Event Location: Newell Simon Hall 1507
Bio: Hyun Soo Park is an Assistant Professor at the Department of Computer Science and Engineering, the University of Minnesota. He is interested in understanding human visual sensorimotor behaviors from first person cameras. Prior to the UMN, he was a Postdoctoral Fellow working with Jianbo Shi at University of Pennsylvania. He earned his Ph.D. under the supervision of Yaser Sheikh from Carnegie Mellon University.

Abstract: A first person video records not only what is out in the environment but also what is in our head (intention and attention) at the time via social and physical interactions. It is invisible but it can be revealed by fixation, camera motion, and visual semantics. In this talk, I will present a computational model to decode our intention and attention from first person cameras when interacting with (1) scene and (2) people.
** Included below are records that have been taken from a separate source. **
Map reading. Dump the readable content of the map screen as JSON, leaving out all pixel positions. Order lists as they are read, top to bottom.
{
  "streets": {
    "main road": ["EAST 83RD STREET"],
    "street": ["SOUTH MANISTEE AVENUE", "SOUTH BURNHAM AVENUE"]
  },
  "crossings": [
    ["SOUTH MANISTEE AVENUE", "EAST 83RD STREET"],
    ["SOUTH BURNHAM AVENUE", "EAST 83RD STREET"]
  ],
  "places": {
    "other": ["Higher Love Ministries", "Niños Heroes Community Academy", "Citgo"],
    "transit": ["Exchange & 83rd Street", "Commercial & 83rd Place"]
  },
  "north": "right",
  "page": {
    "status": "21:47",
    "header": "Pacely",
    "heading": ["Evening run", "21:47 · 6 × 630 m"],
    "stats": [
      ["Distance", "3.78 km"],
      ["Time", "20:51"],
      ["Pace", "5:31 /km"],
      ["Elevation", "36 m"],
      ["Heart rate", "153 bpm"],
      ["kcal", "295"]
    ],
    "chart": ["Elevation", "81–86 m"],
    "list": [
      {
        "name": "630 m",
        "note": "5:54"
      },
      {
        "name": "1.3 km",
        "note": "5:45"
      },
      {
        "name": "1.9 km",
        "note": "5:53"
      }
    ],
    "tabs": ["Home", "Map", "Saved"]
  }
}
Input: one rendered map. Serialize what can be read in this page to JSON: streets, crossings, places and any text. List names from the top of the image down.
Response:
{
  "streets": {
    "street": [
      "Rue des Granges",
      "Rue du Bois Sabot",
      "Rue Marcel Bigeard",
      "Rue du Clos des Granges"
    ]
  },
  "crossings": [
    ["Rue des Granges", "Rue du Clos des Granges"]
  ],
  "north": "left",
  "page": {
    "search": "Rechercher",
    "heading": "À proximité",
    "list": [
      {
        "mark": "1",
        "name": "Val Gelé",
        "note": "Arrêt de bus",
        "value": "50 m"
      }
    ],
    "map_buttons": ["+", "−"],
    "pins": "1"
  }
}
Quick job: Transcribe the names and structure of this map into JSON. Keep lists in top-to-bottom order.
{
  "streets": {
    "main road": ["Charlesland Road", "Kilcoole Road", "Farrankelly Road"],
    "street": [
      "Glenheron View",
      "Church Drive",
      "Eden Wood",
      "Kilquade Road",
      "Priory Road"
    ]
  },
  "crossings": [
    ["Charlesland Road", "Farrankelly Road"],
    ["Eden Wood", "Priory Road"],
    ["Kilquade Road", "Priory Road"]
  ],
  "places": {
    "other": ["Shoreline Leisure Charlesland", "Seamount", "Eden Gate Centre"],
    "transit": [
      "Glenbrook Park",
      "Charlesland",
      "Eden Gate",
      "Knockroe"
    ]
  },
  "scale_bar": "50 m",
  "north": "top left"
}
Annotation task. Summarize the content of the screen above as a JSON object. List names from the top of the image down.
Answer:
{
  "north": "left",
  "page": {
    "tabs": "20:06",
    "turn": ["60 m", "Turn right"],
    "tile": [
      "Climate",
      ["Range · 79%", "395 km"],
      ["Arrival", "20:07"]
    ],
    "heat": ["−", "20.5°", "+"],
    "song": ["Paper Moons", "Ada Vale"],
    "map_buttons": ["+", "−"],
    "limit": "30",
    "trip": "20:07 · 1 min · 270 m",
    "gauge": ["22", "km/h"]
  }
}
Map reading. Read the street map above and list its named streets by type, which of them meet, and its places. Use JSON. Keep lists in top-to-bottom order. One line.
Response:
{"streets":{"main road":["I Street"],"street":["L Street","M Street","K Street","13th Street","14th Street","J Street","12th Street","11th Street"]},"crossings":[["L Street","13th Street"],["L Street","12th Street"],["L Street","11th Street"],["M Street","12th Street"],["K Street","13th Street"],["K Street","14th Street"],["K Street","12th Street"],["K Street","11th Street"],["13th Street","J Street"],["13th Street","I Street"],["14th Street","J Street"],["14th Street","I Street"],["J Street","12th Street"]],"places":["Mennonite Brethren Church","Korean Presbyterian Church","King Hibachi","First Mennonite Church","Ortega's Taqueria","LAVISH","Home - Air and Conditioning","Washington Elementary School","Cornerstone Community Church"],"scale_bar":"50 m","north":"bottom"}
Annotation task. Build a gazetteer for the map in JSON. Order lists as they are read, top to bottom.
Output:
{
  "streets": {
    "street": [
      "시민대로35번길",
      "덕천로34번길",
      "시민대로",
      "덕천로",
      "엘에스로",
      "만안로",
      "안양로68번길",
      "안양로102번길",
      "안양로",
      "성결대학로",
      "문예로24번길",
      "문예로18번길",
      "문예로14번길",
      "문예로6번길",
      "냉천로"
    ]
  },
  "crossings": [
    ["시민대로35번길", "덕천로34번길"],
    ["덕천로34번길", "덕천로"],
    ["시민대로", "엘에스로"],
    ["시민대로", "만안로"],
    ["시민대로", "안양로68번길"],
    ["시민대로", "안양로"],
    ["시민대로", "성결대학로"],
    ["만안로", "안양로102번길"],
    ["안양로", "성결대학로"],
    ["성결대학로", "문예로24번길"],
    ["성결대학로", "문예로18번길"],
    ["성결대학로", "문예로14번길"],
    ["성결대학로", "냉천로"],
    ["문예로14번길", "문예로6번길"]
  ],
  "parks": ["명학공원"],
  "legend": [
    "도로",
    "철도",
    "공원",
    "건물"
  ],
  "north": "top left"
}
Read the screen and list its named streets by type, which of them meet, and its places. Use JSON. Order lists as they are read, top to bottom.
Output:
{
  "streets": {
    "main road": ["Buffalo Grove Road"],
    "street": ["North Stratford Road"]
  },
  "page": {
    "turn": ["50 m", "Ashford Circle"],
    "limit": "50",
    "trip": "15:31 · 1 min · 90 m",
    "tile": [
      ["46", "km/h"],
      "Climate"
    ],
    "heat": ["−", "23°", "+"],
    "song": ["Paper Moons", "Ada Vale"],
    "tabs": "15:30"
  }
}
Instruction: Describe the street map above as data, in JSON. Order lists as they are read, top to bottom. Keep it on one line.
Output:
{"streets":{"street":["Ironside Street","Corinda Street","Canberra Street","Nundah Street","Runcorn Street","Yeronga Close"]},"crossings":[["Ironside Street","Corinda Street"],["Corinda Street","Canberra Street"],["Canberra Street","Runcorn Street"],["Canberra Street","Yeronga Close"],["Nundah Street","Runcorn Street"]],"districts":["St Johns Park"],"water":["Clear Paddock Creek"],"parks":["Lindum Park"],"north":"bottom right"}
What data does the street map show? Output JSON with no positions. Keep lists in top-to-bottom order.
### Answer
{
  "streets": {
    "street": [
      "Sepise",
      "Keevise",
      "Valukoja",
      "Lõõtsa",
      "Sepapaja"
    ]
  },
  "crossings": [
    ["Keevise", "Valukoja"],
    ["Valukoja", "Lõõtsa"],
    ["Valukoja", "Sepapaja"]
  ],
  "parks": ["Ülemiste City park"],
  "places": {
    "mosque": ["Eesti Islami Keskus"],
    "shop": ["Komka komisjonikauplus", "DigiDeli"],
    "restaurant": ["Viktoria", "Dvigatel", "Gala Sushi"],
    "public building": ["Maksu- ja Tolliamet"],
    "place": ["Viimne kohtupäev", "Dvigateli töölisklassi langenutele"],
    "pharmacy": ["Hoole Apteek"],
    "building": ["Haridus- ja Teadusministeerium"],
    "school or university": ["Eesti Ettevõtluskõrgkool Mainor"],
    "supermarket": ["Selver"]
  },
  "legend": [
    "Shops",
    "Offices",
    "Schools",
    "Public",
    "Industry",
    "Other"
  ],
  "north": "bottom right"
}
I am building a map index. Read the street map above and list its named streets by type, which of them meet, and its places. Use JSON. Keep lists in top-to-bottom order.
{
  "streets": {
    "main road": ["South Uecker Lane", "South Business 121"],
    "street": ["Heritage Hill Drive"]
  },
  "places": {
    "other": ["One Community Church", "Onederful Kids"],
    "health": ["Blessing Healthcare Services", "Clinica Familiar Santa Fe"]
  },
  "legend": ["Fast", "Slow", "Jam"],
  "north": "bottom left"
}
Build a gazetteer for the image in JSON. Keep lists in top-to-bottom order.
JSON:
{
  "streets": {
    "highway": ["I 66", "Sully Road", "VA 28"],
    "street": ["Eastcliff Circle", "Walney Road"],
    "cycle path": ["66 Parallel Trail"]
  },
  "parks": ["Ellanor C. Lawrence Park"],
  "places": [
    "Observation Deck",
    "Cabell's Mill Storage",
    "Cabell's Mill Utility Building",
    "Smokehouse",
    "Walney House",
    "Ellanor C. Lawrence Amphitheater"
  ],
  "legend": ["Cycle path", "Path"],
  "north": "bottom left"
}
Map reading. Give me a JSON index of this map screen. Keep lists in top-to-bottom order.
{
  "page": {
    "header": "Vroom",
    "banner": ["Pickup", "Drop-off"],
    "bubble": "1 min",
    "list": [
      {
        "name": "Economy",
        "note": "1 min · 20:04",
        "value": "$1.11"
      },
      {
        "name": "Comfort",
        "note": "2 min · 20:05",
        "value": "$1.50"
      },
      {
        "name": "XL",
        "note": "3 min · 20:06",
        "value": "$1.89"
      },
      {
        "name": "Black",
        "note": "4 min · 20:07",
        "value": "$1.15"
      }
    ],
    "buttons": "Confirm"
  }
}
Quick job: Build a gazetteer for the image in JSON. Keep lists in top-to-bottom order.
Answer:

A person exerts his/her intention through applying physical force and torque to scenes and objects, which effects in visual sensation. We leverage the first person visual sensation to precisely compute force and torque that the first person experienced by integrating visual semantics, 3D reconstruction, and inverse optimal control. Such visual sensation also allows us to associate with our past experiences that eventually provide a strong cue to predict future activities. When interacting with other people, social attention is a medium that controls group behaviors, e.g., how they form a group and move. We learn the geometric and visual relationship between group behaviors and social attention measured from first person cameras. Based on the learned relationship, we derive a predictive model to localize social attention from third person view.